Villagers are biting back at speeding motorists who bomb down local roads.
For months residents in Drews Court have protested against people speeding.
“It’s only a matter of time before someone is killed as the road is being treated like a racetrack even though local children cross the road on their way to school.”
MyChurchdown began a petition earlier in the year calling for an urgent review of the village roads. This was signed by over 250+ residents and handed to both the Parish & County Council. 2 Months on and we’ve not had a formal response from either.
Gloucestershire Road Safety Hub told us:
Any changes to the road network are for the Local Highways Manager to decide. In August the local police carried out speed checks around Churchdown and there is no problem with speeding.
However in a document published by Churchdown Parish Council, multiple areas were identified where speeding is a concern and where Gloucestershire County Council should take appropriate action (eg signage/engineering). This included: Springwell Gardens, Parton Road, Pirton Lane, Sandycroft Road, Marleyfield Way, Drews Court & Innsworth Lane.

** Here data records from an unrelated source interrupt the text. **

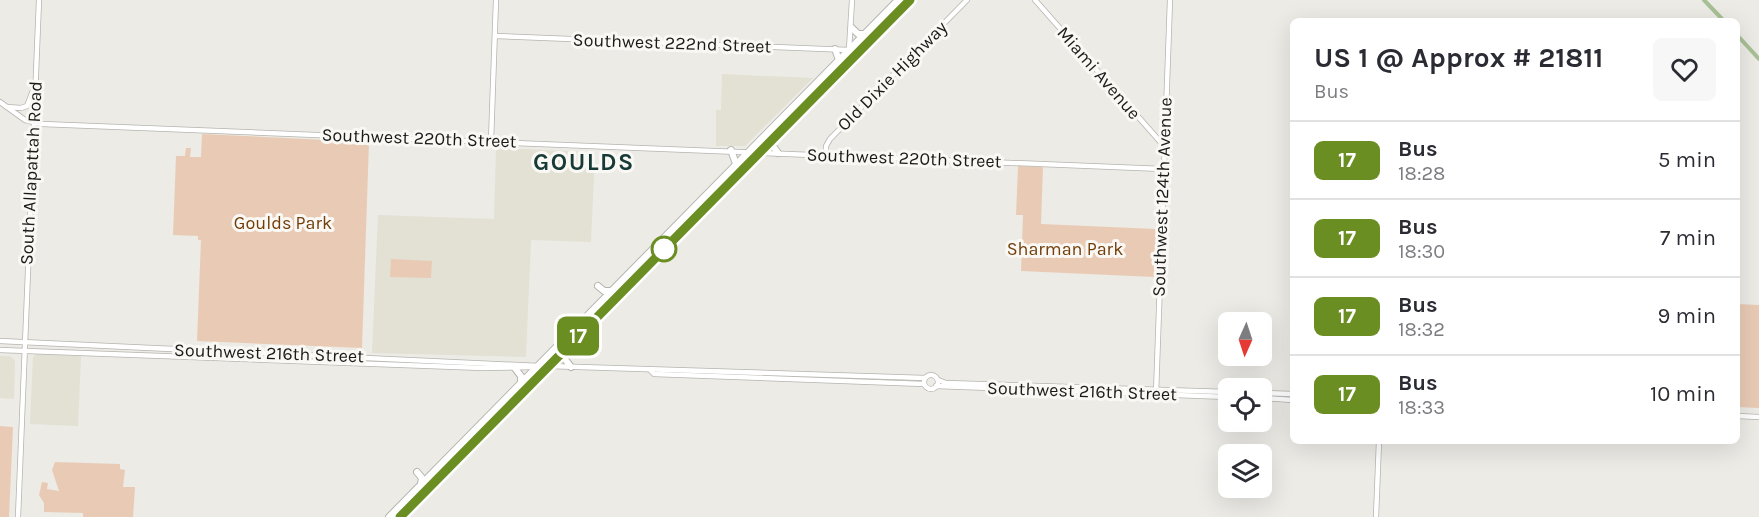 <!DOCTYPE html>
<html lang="en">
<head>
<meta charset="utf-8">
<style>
  body { margin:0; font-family:Karla,sans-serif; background:#f7f7f7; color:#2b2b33; height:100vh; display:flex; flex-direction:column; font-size:22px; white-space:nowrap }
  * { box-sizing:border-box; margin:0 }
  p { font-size:20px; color:#7c7c81 }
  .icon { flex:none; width:33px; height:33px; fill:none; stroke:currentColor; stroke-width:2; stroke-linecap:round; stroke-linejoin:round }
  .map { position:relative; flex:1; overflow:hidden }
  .panel { position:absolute; left:1290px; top:18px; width:450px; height:426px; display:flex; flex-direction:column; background:#fff; border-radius:9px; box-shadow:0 6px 24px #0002 }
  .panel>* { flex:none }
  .badge { padding:0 12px; border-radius:9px; font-size:21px; line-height:39px }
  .needle { width:39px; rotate:183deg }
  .buttons { position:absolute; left:1218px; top:312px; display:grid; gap:12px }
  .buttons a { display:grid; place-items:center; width:54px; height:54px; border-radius:9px; background:#fff; box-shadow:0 6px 24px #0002; font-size:30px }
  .map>.badge { position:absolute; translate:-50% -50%; box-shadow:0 0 0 3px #fff }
  .round { display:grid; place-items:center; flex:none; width:63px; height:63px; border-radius:9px; background:#f7f7f7 }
  .overview { display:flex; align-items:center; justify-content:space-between; height:102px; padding:0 24px }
  h1 { font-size:28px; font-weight:700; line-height:45px }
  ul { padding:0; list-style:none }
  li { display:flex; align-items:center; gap:18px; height:78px; padding:0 24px; border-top:2px solid #e1e1e2 }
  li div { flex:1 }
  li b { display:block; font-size:22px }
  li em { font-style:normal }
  li .badge { min-width:66px; font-weight:700; text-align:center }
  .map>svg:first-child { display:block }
  .built { fill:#e3e0d4 }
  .green { fill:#e9cbb5 }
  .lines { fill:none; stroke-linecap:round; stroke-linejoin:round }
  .canal { stroke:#a8c095; stroke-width:4 }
  .secondary-casing { stroke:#b5b4af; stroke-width:6 }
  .highway-casing { stroke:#b5b4af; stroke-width:8 }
  .secondary { stroke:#fff; stroke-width:4.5 }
  .highway { stroke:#fff; stroke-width:6 }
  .line-casing { stroke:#fff; stroke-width:14 }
  .line { stroke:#6b8e23; stroke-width:9 }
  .stop-dot { fill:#fff; stroke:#6b8e23; stroke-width:3 }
  .labels { text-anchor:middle; stroke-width:6; stroke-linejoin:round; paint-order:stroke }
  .street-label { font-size:18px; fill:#1a1a18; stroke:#f9f8f4 }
  .park-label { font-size:18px; fill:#723d09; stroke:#f9f8f4 }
  .district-label { font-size:24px; font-weight:bold; letter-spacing:1.5px; fill:#183a36; stroke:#f9f8f4 }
</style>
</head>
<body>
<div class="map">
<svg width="1759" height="517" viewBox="0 0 1759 517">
  <rect width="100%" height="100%" fill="#ecebe6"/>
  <!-- built -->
  <g class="built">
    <polygon points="722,74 742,75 813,78 745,146 716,146 716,110 721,110"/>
    <polygon points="496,148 595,152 591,242 531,240 526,357 372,353 378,215 494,219"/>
    <polygon points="37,354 81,356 78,426 30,424 33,357"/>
    <polygon points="0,356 10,356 15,361 14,399 0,398"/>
  </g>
  <!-- green -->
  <g class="green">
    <polygon points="202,134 369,142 362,348 197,341 201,240 198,240 198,236 173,235 176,156 185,156 186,148 191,148 190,157 201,157"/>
    <polygon points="1018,166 1043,167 1041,224 1156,229 1154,277 1021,271 1023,215 1016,215"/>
    <polygon points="391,259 432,261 431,278 390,277"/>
    <polygon points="1737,304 1759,305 1759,408 1737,407"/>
    <polygon points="0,426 13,427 9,517 0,517"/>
    <polygon points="55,462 120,464 120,469 125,470 123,487 135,487 133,517 83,517 83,513 44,512 44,503 39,495 42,482 48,483 47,489 59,491 52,470"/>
  </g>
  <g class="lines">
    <!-- canal -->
    <g class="canal">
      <polyline points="1704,0 1724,21"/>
      <polyline points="1737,35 1759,59"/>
    </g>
    <defs>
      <g id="secondary">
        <polyline points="1035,0 1164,146"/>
        <polyline points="495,36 849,50 852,0"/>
        <polyline points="0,102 25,120 42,124 1163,169"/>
        <polyline points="7,107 21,108 27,106 34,88"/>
        <polyline points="491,141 496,0"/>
        <polyline points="826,156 826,146 830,139 967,0"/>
        <polyline points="0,341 539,366"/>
        <polyline points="0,350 483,368 535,367"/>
        <polyline points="548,366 925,378"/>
        <polyline points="651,371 654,374 924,384"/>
        <circle cx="931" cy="382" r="7"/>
        <polyline points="938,380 946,383 1228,392"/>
        <polyline points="936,386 1228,397"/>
        <polyline points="1262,393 1293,394"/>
        <polyline points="1156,394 1170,0"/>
        <polyline points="1262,398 1293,400"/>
        <polyline points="1737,416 1759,417"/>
        <polyline points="18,517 39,0"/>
        <polyline points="1376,517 1379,441"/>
      </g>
      <g id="highway">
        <polyline points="852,28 858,34 864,34"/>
        <polyline points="835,49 839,60"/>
        <polyline points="773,139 773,146 778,153"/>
        <polyline points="731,150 736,164"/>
        <polyline points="598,286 604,291 611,291"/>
        <polyline points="563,351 564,358 571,367"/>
        <polyline points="514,367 521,376 521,383"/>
        <polyline points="417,472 422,478 421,484"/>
        <polyline points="389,517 898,0"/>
        <polyline points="400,517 910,0"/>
      </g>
    </defs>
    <!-- secondary casing -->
    <use href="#secondary" class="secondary-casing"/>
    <!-- highway casing -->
    <use href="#highway" class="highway-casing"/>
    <!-- secondary -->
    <use href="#secondary" class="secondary"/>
    <!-- highway -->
    <use href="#highway" class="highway"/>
  </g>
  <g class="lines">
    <defs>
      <polyline id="line" points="400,517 910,0"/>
    </defs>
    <!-- line casing -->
    <use href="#line" class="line-casing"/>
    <!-- line -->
    <use href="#line" class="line"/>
  </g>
  <!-- markers -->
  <circle class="stop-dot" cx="664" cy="249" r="12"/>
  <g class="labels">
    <!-- street labels -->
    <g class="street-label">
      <text transform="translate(672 43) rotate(2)" y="6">Southwest 222nd Street</text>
      <text transform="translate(1099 73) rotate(49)" y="6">Miami Avenue</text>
      <text transform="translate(892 76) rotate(-45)" y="6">Old Dixie Highway</text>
      <text transform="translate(419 138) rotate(2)" y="6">Southwest 220th Street</text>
      <text transform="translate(904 158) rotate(2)" y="6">Southwest 220th Street</text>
      <text transform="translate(31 173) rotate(-87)" y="6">South Allapattah Road</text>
      <text transform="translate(1162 197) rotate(-88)" y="6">Southwest 124th Avenue</text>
      <text transform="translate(269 353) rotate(2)" y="6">Southwest 216th Street</text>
      <text transform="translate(1082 391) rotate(2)" y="6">Southwest 216th Street</text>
    </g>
    <!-- park labels -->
    <g class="park-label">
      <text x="283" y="229">Goulds Park</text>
      <text x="1065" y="255">Sharman Park</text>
    </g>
    <!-- district labels -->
    <g class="district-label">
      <text x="584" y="170">GOULDS</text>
    </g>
  </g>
</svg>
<div class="buttons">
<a><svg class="needle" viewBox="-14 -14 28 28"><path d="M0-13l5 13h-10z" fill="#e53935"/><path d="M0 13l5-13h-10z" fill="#7c7c81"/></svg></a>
<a><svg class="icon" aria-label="locate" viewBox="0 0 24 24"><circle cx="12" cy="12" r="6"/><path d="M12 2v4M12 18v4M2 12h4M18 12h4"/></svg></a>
<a><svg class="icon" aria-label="layers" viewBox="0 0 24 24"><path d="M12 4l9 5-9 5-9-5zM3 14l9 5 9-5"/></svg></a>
</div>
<b class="badge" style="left:578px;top:336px;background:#6b8e23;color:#fff">17</b>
<section class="panel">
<div class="overview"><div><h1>US 1 @ Approx # 21811</h1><p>Bus</p></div><a class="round"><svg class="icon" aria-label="heart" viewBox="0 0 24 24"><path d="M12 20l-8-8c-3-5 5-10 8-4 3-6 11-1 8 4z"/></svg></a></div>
<ul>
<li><span class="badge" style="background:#6b8e23;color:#fff">17</span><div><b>Bus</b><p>18:28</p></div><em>5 min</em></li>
<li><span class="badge" style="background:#6b8e23;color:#fff">17</span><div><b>Bus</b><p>18:30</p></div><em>7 min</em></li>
<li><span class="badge" style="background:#6b8e23;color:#fff">17</span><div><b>Bus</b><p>18:32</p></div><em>9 min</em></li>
<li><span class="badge" style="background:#6b8e23;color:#fff">17</span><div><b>Bus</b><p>18:33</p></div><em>10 min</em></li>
</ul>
</section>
</div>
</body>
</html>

One villager recently erected a speed camera, the wooden construction painted yellow was placed on Drews Court. Its creator said not enough vehicles observe the 30mph limit on the road. They continue to come off of Barrow Hill at over 50+ mph!
The man who built the camera, who did not wish to give his full name, placed the box on top of a metal post outside his house after he became fed up of speeding motorists.
He said the general consensus from villagers was positive, and he believed the deterrent had been effective.
“The camera will stay as long as it takes to slow people down and get them used to the fact we don’t want them speeding through our village, It’s certainly done the trick and slowed them down.
The residents here tried on numerous occasions to approach Gloucestershire County Council, The local Highways manager and even Churchdown Parish Council but they weren’t interested, they won’t until there is a ‘statistic’ – or in simple terms a fatality so we’re now taking matters into our own hands.”